--- Exercise data ---
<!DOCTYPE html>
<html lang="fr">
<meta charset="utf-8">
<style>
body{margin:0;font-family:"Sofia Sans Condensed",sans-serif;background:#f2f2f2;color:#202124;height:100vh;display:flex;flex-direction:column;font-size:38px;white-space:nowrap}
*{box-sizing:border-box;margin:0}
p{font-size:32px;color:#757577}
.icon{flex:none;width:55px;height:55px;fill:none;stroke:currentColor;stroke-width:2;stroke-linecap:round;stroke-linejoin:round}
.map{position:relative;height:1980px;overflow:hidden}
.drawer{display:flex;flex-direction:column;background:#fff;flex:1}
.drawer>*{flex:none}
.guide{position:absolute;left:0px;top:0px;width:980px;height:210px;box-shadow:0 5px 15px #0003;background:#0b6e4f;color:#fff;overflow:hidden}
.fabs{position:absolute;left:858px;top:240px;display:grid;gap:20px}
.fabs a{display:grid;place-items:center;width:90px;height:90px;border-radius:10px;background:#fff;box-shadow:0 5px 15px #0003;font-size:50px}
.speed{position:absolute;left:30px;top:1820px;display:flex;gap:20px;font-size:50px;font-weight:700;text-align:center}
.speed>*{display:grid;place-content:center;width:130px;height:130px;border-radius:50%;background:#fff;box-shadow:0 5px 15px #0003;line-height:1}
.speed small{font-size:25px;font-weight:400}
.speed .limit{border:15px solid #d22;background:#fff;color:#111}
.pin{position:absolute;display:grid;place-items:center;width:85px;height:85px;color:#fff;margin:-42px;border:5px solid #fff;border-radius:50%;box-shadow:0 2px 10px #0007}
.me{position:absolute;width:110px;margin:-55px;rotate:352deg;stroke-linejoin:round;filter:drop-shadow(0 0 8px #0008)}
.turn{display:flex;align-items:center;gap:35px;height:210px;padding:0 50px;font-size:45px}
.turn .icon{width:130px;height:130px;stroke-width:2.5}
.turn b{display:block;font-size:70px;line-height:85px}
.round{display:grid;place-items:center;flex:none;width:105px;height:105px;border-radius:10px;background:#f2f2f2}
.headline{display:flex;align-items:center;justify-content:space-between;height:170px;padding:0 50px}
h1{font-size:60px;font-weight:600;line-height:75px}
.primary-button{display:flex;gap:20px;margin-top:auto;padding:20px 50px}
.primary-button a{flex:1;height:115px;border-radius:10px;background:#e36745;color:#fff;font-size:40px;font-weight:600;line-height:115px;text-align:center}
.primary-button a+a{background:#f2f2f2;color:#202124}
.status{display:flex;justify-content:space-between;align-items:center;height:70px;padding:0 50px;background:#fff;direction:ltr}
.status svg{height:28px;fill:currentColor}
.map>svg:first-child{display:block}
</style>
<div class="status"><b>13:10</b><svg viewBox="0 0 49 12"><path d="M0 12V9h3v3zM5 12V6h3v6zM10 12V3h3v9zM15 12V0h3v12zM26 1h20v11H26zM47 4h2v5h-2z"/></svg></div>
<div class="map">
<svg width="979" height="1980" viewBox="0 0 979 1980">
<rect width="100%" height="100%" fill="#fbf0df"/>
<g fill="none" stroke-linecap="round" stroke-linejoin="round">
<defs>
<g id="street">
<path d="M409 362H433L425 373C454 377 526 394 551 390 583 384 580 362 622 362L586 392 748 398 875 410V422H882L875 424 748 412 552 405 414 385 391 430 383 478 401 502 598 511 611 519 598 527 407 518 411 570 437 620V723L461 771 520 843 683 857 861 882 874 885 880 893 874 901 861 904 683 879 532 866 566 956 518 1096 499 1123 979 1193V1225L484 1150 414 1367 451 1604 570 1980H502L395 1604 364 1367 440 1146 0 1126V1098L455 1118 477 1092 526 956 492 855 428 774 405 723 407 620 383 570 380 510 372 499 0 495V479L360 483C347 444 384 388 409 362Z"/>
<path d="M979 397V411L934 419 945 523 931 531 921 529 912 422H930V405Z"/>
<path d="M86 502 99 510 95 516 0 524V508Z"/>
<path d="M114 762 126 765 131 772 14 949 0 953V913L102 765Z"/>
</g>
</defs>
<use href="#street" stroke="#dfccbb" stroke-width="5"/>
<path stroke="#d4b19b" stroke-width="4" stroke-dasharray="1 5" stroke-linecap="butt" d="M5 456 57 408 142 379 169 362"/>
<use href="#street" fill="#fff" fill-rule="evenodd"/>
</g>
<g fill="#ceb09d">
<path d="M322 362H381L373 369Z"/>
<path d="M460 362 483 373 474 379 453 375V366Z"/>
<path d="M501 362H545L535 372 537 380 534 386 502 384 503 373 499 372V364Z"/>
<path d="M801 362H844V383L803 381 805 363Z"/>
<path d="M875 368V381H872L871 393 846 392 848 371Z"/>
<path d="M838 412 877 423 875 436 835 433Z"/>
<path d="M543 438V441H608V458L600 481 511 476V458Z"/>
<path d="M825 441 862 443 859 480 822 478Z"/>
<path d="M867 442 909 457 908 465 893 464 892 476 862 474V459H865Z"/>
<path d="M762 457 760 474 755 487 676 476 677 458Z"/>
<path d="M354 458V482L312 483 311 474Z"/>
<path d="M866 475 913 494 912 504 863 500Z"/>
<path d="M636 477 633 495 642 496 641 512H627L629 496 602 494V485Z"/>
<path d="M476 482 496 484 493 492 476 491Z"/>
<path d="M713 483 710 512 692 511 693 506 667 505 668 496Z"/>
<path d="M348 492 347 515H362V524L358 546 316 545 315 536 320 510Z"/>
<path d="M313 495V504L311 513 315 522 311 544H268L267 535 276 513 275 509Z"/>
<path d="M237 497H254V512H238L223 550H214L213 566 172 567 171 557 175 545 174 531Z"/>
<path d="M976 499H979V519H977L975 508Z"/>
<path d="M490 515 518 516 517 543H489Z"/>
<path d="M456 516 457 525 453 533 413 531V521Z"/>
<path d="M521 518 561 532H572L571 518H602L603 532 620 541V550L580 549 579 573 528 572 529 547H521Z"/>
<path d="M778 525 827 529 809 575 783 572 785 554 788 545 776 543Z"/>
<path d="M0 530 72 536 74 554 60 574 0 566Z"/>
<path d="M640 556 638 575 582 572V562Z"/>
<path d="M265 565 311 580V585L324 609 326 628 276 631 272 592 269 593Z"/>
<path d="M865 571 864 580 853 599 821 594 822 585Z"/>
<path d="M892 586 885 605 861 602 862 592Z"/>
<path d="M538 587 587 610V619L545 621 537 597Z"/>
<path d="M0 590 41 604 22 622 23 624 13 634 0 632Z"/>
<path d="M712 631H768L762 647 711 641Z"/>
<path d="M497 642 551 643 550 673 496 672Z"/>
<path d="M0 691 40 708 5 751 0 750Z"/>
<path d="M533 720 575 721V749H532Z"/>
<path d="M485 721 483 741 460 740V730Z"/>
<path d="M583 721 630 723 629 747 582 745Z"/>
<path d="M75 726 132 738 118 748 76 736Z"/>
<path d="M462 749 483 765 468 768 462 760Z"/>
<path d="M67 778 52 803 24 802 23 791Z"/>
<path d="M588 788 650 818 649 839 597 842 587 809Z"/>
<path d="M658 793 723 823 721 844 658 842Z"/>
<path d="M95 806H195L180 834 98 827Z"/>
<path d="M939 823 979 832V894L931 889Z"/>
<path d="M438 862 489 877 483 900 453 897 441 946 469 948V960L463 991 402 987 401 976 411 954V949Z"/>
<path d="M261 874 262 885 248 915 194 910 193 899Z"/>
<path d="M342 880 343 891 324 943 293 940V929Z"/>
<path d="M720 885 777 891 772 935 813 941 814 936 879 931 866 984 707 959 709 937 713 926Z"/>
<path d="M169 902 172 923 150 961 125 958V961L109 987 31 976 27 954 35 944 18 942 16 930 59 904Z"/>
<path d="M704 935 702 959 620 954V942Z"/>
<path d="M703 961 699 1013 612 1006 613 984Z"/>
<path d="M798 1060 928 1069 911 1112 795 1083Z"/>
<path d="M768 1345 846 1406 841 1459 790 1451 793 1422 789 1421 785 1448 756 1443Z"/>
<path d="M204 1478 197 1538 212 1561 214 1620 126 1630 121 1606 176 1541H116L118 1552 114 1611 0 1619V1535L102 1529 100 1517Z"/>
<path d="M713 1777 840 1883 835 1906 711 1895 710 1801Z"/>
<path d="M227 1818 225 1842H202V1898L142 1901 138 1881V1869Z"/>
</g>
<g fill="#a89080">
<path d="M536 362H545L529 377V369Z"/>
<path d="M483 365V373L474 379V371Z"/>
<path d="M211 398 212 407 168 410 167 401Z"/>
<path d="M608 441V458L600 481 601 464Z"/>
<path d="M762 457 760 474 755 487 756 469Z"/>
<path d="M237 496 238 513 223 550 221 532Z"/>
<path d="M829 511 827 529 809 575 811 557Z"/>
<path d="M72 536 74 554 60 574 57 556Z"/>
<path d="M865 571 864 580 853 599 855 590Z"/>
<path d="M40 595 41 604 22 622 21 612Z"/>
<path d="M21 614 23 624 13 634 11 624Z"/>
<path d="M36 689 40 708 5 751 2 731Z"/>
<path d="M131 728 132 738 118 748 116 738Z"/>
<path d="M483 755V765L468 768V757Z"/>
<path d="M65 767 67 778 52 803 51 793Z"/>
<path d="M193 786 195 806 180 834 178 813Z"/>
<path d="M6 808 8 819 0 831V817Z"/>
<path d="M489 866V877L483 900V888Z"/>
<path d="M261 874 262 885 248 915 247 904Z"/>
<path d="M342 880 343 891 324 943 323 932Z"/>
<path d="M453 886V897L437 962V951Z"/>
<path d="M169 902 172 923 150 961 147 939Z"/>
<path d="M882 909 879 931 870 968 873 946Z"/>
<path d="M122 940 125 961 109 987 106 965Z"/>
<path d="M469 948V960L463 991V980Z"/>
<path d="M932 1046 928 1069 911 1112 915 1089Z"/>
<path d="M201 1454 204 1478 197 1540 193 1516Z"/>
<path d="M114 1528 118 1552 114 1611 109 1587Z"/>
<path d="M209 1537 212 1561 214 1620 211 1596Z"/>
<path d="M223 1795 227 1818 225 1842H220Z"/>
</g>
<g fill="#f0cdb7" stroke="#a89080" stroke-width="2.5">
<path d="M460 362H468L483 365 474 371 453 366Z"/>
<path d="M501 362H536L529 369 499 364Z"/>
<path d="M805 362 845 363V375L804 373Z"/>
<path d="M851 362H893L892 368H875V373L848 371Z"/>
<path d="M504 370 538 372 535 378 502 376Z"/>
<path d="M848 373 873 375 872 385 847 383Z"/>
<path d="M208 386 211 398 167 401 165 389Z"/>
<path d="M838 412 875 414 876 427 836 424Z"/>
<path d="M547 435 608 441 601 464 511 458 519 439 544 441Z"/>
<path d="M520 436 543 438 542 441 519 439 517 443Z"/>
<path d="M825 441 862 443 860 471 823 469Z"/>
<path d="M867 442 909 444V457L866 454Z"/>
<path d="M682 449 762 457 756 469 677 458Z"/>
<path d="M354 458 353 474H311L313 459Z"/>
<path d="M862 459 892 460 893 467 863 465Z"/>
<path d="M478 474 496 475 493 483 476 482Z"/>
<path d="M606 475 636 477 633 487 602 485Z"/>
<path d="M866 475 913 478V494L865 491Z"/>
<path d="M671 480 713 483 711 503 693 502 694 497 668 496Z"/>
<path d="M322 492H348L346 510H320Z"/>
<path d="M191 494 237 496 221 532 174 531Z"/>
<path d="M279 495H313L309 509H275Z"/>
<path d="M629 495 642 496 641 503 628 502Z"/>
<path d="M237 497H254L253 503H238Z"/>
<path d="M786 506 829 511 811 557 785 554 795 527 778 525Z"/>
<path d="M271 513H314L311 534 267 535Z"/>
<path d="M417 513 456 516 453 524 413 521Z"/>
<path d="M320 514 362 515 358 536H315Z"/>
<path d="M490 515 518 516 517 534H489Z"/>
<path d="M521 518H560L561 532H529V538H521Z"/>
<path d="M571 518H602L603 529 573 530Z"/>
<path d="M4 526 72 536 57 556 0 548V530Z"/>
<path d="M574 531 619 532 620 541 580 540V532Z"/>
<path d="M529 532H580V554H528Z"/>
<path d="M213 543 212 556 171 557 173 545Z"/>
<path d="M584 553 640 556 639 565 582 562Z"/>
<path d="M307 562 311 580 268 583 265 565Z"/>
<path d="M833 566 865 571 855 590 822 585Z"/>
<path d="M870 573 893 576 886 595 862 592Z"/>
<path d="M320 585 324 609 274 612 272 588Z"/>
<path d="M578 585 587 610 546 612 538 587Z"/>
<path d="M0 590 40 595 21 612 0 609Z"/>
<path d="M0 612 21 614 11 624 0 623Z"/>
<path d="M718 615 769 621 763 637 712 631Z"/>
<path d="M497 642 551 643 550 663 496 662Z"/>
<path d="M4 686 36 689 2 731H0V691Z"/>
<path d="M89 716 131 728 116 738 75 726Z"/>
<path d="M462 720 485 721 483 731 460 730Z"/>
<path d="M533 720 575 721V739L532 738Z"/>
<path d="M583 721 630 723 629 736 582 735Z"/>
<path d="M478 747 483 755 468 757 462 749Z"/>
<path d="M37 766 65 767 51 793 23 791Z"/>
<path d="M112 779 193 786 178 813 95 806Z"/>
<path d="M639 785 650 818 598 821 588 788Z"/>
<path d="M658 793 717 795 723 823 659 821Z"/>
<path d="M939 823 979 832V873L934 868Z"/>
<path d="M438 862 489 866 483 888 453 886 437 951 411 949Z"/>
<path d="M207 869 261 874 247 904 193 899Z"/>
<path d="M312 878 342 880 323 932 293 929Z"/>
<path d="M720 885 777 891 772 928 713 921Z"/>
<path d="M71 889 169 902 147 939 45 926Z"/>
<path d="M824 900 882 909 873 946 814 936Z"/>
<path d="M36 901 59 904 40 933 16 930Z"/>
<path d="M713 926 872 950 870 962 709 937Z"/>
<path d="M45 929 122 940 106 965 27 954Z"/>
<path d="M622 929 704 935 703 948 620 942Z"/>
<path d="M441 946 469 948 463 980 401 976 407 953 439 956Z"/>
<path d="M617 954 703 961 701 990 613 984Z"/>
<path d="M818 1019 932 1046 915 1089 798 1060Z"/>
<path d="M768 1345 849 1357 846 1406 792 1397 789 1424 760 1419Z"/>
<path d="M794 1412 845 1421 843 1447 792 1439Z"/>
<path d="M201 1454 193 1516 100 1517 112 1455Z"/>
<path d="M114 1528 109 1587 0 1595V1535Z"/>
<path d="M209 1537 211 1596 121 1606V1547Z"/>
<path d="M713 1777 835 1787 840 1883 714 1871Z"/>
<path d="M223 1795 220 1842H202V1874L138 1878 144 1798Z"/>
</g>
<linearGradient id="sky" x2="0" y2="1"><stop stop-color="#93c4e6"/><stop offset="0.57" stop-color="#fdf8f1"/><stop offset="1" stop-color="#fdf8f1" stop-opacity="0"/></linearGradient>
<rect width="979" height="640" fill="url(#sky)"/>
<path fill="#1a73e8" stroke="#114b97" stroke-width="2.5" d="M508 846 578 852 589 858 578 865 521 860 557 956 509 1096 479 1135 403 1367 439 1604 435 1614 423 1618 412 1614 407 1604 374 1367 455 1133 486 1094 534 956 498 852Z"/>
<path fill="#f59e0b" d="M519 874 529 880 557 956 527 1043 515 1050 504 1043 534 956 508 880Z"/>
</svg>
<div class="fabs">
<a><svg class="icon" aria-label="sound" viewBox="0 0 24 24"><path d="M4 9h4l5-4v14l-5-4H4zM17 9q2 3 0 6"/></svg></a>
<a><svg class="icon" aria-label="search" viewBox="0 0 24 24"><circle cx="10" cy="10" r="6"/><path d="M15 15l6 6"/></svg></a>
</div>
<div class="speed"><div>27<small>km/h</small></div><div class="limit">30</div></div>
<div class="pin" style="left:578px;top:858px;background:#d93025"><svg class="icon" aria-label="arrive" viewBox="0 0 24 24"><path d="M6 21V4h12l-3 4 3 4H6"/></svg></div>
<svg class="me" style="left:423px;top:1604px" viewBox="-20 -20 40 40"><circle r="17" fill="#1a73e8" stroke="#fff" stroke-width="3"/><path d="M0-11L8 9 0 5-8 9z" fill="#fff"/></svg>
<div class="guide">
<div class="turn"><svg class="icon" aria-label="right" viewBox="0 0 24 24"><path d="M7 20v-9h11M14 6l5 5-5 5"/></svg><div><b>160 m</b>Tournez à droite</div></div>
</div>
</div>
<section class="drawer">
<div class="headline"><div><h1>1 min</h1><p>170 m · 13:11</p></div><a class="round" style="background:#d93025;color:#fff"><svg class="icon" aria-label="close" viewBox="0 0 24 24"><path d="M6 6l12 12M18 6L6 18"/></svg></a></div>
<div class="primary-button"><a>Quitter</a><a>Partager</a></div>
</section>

--- Your instructions ---
Go through the listing above and return each line that includes the word "solid".

--- Response ---
.speed .limit{border:15px solid #d22;background:#fff;color:#111}
.pin{position:absolute;display:grid;place-items:center;width:85px;height:85px;color:#fff;margin:-42px;border:5px solid #fff;border-radius:50%;box-shadow:0 2px 10px #0007}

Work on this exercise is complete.